I bank part of my outlook on the crypto market on the folks in Camp 2. Their belief and willingness to make their crypto projects work are enough for me to believe that there will be people willing to make the investment to cash me out. It truly is a gamble, but there are a lot of very stupid people willing to put money in. Hell I've had arguements with holders that its like gambling and they're dumb enough to think they'll get their money back of the project doesnt mint or whatever.
 
So at the outset I basically agree with you so theres that out of the way.

I bank part of my outlook on the crypto market on the folks in Camp 2. Their belief and willingness to make their crypto projects work are enough for me to believe that there will be people willing to make the investment to cash me out. It truly is a gamble, but there are a lot of very stupid people willing to put money in. Hell I've had arguements with holders that its like gambling and they're dumb enough to think they'll get their money back of the project doesnt mint or whatever.

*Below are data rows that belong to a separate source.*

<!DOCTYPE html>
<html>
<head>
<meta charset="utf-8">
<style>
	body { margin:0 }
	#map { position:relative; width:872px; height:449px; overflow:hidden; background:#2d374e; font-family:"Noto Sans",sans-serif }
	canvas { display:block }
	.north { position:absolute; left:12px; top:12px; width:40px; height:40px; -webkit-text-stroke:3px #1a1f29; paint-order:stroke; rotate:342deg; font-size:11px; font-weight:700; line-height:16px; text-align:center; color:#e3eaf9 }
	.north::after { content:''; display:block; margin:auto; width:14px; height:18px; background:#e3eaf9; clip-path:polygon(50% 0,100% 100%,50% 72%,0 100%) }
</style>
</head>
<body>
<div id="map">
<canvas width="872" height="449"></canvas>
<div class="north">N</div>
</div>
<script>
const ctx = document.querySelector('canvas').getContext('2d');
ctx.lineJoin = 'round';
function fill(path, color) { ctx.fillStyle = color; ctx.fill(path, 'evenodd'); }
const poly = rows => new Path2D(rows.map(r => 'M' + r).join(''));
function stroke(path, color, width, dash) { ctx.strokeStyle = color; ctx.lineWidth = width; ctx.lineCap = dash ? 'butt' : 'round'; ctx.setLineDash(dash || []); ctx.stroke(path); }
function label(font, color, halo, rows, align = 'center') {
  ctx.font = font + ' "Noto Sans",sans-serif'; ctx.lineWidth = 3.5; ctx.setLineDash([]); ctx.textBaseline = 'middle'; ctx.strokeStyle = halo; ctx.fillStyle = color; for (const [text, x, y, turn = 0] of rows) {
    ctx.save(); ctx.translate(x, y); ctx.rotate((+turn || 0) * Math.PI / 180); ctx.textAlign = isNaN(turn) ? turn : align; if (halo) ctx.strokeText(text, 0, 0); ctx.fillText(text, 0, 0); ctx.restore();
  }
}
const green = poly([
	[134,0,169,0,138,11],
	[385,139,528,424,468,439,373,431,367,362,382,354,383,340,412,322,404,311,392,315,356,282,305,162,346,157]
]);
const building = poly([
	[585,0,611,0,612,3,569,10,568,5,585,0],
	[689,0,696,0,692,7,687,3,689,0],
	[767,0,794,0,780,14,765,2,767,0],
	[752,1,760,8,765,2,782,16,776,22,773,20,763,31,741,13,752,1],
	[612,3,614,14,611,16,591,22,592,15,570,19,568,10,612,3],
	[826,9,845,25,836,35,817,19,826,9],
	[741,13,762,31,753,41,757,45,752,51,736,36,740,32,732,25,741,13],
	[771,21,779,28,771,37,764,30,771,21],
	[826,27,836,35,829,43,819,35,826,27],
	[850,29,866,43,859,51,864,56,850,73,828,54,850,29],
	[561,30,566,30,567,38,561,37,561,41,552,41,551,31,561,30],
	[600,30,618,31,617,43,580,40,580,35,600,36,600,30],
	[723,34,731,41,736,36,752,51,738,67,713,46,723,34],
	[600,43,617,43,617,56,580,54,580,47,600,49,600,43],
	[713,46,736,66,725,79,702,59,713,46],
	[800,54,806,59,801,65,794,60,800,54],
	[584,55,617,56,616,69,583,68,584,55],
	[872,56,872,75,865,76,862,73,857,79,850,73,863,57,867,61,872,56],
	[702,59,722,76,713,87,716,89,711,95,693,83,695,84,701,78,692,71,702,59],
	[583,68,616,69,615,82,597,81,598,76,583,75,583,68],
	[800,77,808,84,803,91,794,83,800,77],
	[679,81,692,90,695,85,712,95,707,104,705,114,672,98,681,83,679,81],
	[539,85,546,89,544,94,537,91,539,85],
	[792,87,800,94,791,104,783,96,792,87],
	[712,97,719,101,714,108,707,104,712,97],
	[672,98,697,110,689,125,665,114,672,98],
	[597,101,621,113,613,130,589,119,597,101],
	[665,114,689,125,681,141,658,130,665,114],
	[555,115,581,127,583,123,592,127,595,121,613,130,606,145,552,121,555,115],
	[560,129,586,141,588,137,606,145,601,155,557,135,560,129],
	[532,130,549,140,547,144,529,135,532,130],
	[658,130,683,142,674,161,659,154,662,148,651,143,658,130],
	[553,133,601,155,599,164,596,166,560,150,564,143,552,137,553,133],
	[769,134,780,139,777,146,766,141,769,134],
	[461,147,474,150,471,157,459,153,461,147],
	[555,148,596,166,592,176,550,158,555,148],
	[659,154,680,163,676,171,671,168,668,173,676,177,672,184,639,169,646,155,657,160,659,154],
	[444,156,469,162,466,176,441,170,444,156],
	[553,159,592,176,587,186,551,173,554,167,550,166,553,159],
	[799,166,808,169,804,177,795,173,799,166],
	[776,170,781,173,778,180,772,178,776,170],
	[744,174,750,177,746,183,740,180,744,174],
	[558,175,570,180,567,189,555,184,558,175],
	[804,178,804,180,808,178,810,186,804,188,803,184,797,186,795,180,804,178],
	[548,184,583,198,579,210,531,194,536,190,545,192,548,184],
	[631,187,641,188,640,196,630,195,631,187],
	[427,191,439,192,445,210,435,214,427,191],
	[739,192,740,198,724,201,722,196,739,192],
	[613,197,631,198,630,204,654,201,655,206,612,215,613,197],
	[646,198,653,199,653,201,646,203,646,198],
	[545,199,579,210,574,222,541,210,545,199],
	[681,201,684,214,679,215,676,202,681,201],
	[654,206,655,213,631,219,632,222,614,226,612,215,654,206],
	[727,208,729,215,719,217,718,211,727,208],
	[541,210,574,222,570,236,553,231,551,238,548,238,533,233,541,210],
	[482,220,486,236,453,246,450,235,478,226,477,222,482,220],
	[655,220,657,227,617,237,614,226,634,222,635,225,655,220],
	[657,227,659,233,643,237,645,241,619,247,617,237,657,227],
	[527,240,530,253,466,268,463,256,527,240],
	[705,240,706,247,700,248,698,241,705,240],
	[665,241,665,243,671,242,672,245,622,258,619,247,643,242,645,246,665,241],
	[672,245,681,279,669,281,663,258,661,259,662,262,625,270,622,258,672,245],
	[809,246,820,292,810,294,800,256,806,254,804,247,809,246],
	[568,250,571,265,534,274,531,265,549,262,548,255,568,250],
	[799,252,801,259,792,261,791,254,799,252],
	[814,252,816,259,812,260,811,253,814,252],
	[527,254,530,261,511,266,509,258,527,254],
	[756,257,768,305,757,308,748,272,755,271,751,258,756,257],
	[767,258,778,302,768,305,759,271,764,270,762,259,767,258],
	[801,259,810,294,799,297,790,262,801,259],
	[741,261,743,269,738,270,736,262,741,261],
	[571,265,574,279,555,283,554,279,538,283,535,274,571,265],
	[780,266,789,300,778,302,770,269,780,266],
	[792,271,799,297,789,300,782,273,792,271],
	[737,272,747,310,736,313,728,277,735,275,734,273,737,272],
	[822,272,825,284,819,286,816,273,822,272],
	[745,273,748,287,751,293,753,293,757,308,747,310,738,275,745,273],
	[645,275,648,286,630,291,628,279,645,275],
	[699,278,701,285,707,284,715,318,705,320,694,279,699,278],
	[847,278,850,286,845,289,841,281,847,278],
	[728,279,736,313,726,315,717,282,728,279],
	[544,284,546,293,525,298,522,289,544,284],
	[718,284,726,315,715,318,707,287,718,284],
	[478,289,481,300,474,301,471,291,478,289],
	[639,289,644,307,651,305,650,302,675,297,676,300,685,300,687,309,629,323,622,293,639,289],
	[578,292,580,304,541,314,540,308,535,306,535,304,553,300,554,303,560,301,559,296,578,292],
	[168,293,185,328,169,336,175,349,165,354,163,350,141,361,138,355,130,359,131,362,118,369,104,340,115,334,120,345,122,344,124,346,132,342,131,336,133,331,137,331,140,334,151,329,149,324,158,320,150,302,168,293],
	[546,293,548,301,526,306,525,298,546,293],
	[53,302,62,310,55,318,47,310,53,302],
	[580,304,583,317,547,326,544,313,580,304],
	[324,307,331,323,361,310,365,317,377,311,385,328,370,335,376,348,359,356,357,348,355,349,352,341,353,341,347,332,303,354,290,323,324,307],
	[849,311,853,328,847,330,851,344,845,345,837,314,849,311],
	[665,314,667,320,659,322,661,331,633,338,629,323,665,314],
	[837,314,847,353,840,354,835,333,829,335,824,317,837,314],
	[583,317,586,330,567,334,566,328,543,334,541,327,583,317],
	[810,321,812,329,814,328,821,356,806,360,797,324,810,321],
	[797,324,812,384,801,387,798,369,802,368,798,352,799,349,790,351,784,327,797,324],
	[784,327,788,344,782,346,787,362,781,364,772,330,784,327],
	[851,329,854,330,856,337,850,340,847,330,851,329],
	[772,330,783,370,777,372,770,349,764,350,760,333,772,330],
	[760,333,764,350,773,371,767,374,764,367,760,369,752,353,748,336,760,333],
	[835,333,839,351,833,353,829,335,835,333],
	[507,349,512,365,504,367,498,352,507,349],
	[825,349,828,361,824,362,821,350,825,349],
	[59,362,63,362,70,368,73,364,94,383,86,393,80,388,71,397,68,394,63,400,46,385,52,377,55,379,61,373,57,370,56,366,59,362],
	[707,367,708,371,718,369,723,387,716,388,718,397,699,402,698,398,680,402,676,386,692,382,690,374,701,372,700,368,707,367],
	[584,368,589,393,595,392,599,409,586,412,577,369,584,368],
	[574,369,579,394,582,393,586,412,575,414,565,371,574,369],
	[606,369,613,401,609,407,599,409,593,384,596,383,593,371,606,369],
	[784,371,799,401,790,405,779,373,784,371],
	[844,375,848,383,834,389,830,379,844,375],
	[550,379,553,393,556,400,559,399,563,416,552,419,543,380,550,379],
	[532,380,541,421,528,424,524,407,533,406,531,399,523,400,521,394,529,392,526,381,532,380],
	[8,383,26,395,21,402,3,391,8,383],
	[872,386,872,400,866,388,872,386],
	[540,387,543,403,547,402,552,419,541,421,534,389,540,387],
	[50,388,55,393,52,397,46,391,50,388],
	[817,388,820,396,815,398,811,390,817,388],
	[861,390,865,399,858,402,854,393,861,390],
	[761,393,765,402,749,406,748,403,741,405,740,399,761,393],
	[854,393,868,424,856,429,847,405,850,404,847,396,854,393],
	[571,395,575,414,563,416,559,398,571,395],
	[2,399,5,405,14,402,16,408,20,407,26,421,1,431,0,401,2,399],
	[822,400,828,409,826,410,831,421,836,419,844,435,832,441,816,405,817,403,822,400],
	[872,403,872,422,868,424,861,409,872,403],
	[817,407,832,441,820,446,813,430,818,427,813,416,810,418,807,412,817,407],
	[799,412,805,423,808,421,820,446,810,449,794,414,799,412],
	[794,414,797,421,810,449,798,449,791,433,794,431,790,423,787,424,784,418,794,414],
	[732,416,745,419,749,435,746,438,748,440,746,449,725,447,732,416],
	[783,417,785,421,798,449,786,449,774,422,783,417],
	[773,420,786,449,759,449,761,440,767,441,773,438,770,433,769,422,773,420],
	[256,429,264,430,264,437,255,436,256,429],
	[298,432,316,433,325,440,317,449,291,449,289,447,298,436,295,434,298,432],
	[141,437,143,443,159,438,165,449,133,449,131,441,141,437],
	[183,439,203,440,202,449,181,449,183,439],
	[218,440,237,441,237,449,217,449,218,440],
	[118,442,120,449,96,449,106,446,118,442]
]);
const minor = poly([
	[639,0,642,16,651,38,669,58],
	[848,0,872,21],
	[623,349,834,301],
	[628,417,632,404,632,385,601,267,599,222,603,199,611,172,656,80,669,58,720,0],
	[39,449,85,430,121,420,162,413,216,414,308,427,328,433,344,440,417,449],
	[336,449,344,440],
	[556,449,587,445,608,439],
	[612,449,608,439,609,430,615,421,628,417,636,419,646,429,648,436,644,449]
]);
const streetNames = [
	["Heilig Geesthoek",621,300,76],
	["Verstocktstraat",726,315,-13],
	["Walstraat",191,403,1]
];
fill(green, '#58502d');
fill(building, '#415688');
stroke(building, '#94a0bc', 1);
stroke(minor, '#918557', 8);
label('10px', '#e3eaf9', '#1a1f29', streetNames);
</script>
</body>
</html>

I can see your POV and I understand. There is certainly opportunity in fleecing frauds as well.

Although I’m personally opposed to the cryptocurrency economy on principle, I much prefer to talk and deal with folks that see this market for what it really is than deal with zealots that think Bitcoin and Co. are the second coming of Christ.

The software and source code is in the zeitgeist, so stopping it is really not possible at this stage. That said, I just hope the rabid infatuation and fandom eventually dies off one day (perhaps after another massive black swan event cleans out too many folks and then exchanges get regulated to death, steering normies away) so I don’t have to have it in my face every time I check the news or my favorite tech websites.